C’est la liberté marchande qui a fait naitre la liberté politique et de siècle en siècle, l’humanité impose la primauté de la liberté individuelle sur toute autre valeur.
Le marché ET la démocratie façonnent une part croissante de la réalité du monde et conditionnent  l’avenir.

Ce que nous verrons plutôt que le retour de l’islam c’est un effacement rapide de la démocratie devant le marché tout puissant …en cela réside le véritable défi : comment concilier le marché avec la régulation et le contrôle démocratique ?
On se battra probablement contre l’islam, on se bat déjà… assez mal.
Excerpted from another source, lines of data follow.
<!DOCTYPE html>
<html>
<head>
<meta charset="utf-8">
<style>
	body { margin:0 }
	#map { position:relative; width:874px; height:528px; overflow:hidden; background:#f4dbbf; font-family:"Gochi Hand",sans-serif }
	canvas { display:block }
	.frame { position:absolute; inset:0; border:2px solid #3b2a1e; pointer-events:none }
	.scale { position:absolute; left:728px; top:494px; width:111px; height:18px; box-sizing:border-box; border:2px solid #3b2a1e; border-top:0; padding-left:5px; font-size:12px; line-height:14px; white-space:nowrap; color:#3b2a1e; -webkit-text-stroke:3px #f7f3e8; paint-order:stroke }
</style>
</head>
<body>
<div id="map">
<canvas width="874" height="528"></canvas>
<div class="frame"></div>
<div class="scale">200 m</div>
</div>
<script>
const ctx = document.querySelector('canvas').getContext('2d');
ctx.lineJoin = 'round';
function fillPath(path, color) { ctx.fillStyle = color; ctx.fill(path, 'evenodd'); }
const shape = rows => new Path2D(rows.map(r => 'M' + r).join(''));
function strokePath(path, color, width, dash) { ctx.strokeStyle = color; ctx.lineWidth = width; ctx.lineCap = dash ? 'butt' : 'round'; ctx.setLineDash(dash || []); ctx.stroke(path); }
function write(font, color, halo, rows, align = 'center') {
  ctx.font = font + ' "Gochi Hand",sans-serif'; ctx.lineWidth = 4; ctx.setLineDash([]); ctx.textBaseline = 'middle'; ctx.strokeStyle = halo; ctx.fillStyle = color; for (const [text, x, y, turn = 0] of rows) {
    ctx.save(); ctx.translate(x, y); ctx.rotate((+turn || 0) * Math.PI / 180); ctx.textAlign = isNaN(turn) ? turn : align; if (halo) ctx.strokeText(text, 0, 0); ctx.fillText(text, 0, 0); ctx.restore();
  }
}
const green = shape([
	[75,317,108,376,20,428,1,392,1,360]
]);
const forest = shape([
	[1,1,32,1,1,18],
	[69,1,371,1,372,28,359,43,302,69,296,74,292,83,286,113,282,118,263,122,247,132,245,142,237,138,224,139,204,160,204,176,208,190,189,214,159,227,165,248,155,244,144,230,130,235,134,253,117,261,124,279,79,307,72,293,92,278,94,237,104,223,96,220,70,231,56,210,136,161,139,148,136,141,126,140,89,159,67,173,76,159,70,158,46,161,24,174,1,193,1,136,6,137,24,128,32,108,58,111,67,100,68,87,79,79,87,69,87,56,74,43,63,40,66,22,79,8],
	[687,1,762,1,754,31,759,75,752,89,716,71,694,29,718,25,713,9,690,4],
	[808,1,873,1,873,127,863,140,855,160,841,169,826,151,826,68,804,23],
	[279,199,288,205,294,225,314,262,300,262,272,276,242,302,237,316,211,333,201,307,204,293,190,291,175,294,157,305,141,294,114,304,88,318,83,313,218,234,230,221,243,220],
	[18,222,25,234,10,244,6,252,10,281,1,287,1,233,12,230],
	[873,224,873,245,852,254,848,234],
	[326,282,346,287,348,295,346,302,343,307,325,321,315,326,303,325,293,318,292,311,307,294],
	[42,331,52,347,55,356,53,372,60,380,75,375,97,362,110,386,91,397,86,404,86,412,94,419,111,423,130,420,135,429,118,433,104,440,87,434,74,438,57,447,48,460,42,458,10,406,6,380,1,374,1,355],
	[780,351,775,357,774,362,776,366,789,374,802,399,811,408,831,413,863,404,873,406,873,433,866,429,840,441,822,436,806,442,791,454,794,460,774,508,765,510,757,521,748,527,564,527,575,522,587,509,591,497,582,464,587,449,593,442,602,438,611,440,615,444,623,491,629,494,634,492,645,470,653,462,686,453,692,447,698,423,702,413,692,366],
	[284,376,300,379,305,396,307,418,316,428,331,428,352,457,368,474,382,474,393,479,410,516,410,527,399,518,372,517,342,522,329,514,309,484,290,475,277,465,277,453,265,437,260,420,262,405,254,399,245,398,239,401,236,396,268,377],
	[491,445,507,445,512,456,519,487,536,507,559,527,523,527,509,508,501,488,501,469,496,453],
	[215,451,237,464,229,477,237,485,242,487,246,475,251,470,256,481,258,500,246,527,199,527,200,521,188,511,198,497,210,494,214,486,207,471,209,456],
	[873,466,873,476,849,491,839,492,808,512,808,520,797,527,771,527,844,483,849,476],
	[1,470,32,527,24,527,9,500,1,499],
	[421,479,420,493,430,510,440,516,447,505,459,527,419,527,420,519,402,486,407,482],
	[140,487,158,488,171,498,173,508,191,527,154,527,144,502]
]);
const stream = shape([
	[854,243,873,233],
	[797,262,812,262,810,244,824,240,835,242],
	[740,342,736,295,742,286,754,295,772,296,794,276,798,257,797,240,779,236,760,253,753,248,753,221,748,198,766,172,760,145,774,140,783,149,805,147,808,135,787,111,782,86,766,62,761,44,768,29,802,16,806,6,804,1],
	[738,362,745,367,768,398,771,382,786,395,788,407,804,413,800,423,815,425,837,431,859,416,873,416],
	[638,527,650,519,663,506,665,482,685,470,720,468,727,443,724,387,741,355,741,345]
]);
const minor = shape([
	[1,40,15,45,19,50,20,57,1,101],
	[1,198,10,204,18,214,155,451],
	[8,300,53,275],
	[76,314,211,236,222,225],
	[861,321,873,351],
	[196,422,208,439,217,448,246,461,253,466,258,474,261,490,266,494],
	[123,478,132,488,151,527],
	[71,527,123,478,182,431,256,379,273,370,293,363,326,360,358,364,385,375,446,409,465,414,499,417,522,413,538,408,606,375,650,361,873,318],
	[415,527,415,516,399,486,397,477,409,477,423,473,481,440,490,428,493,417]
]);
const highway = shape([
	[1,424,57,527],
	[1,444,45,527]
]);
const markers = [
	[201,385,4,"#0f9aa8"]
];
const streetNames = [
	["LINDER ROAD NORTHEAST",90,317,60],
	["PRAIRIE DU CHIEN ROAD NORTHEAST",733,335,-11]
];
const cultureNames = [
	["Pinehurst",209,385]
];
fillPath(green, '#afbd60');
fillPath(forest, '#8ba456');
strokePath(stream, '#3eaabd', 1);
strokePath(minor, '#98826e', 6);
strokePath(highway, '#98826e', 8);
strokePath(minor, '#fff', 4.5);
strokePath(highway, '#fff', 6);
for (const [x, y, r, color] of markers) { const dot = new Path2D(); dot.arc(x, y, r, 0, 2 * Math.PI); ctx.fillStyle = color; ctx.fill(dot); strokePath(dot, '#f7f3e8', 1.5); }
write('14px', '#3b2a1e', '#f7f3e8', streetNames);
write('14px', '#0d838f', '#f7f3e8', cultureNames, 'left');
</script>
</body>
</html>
Mais avant que naissent ou renaissent des forces altruistes et universalistes sous l’empire de la nécessité écologique, éthique, économique, culturelle et politique, on se battra surtout pour l’eau, pour le pétrole, pour conserver un territoire, pour imposer une foi, pour en combattre une autre, pour détruire l’Occident, pour faire régner ses valeurs. Ce qui n’est pas un problème pour le marché qui tire profit de tout.      

Le retour de l’islam au cœur de l’Histoire n’est plus possible …il a eu sa chance ! Cette force à la fois religieuse, politique et militaire s’éteint en 1148 à Cordou en interdisant l’étude de la pensée grecque et en expulsant juifs et chrétiens de son empire, c’est à dire en se fermant à la science et en perdant la direction de « l’Ordre marchand ».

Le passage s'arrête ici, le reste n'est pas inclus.